It's a different story with mom. "I've taken him out wearing all sorts of things. I don't care. He wore his dress to the library the other day. He just likes to play dress-up. It's fun for him. Right now, he likes princesses and princess dresses because they are pretty and fun to play with. Next week it might be a Chewbakka costume. It's no big deal."

When faced with this dichotomous reality, Chris tries to explain why it exists: "Julie didn't have to deal with the same situation I did, with my brother. She's more inclined to believe in people's inherent kindness than I am."

They both understand that it is bound to happen, sooner or later, that someone bursts his bubble. It might be a group of kids his age that whisper and snicker and point. It might be a look of disapproval from a family that looks remarkably similar to their own. It might be an "in your face" sort of thing, where some obtuse troglodyte decides to stick their nose in where it doesn't belong. Eventually, some ignorant, narrow-minded, do-gooder is going to say to him little boys aren't supposed to wear dresses. It doesn't matter how, it matters that it is coming: "that moment" when Nathan is made to feel ashamed because he is not conforming to society's preconceived gender roles.

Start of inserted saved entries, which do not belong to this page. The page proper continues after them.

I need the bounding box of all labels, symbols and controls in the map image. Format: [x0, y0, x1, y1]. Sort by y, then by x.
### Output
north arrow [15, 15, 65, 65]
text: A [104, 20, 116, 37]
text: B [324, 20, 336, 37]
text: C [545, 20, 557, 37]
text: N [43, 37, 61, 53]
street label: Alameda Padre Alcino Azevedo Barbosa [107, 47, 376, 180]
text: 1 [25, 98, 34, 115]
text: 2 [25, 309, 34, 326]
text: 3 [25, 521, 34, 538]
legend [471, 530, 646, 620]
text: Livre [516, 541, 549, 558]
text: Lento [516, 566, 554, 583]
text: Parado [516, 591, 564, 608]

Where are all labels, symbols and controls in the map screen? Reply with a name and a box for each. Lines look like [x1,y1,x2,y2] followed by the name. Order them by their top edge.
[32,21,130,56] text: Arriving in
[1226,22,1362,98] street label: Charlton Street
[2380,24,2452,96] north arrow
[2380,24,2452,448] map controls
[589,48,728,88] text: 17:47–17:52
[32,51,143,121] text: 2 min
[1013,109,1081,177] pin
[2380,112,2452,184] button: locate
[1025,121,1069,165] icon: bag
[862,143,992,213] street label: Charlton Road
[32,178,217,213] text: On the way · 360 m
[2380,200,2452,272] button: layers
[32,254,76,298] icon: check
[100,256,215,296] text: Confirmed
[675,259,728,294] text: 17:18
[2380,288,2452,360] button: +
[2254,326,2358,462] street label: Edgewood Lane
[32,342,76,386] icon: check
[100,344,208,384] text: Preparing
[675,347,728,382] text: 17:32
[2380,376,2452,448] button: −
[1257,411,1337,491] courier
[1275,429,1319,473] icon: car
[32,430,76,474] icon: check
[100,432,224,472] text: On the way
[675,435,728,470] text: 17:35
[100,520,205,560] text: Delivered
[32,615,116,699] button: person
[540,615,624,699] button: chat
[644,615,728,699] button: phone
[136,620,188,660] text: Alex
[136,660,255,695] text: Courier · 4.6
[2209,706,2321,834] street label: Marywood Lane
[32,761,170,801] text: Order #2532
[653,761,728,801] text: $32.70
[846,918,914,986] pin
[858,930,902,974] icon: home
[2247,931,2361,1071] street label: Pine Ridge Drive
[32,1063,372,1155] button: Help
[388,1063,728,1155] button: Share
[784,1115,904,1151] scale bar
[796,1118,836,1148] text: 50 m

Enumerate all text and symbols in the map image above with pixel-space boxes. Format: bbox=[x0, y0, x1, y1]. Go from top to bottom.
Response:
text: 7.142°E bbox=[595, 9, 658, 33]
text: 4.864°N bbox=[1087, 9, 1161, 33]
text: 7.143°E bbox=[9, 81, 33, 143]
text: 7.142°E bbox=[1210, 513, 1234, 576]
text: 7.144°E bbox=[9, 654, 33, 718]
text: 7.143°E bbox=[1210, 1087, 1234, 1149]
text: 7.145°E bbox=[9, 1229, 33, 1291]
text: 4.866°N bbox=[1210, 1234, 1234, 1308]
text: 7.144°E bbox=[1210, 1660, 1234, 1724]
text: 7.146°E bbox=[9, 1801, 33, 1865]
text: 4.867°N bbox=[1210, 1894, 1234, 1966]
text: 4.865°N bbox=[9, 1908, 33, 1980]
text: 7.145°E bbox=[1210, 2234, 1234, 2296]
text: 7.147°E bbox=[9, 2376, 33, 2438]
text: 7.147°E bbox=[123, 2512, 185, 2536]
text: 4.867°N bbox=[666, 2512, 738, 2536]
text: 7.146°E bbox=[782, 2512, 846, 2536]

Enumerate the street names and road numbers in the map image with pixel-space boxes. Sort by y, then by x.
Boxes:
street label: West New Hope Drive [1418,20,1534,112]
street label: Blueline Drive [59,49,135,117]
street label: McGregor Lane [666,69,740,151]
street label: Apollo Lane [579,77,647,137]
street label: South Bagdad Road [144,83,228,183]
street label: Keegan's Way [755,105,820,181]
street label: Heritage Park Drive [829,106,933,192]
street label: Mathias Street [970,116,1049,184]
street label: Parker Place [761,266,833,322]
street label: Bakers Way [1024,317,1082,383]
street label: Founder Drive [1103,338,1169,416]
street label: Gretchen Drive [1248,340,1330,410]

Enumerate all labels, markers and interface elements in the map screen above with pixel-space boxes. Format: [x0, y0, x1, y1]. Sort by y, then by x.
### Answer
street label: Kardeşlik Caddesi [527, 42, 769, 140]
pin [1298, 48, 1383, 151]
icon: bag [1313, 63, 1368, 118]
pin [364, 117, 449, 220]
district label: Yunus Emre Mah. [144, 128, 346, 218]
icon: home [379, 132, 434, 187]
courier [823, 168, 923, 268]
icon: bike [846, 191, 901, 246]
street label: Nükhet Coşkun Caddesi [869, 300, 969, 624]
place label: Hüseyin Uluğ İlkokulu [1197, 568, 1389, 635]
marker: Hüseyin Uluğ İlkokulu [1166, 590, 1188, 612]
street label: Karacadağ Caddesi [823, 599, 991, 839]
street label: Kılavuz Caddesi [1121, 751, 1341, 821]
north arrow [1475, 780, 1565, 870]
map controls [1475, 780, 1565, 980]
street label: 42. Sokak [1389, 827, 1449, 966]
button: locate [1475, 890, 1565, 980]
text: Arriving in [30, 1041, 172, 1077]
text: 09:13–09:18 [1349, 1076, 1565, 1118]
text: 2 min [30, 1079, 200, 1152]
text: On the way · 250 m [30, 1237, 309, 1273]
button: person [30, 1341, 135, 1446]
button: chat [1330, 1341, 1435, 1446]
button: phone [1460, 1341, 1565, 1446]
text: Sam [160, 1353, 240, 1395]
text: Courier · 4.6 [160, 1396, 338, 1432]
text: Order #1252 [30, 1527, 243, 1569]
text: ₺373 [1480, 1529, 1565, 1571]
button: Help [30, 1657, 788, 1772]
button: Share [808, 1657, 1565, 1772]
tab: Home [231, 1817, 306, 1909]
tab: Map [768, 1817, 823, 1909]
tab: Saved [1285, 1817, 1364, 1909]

The collective "we" that make up Nathan's family are doing everything in our power to raise a well adjusted, free thinking, non judgmental young man, who is, above all else, happy. It's easy, within the context of our small group. It's when you bring in the rest of the world that it gets a little dicey.

"We can do everything within our power to protect him from ignorance," Chris says. "We can instill in him a strong sense of self and provide an unflappable support structure, but when "that moment" comes... well, it'll be up to Nathan... how he reacts. If he's made to feel ashamed or bad about himself, is it wrong to try to delay that as long as possible?"

He doesn't have anything to worry about, yet.

The other day, after some quality Uncle Robbie time, I asked Nathan about his dress.

"Do you pick out your clothes for school or does your Mommy?"

"Meow."

He's really into pretending he's a kitty right now.

"Hey kitty cat," I tried again. "Who picks out your clothes in the morning?"

"I do."

"Do you ever wear your dress to school?"

He looked at me like I'd grown a second head. "No."

"Why not?"

"It's too pretty. I don't want to ruin it."

A dad and his little girl just walked into the coffee shop where I am sitting and writing. She is wearing a black leather jacket and a pink tutu with tights. Two people in line have already smiled at her and remarked at how pretty she looks. She is lapping it up. Nobody bats an eye. Life goes on.

And now, a dad and his two sons... They are decked out in soccer gear; cleats with socks up to their knees, Man U jerseys, the whole nine yards. Someone just asked them if they can "bend it like Beckham." The boys are shy. Everyone is laughing. Life goes on.

Chris and Nathan are here now. He's wearing his dress and his nails are painted bright red...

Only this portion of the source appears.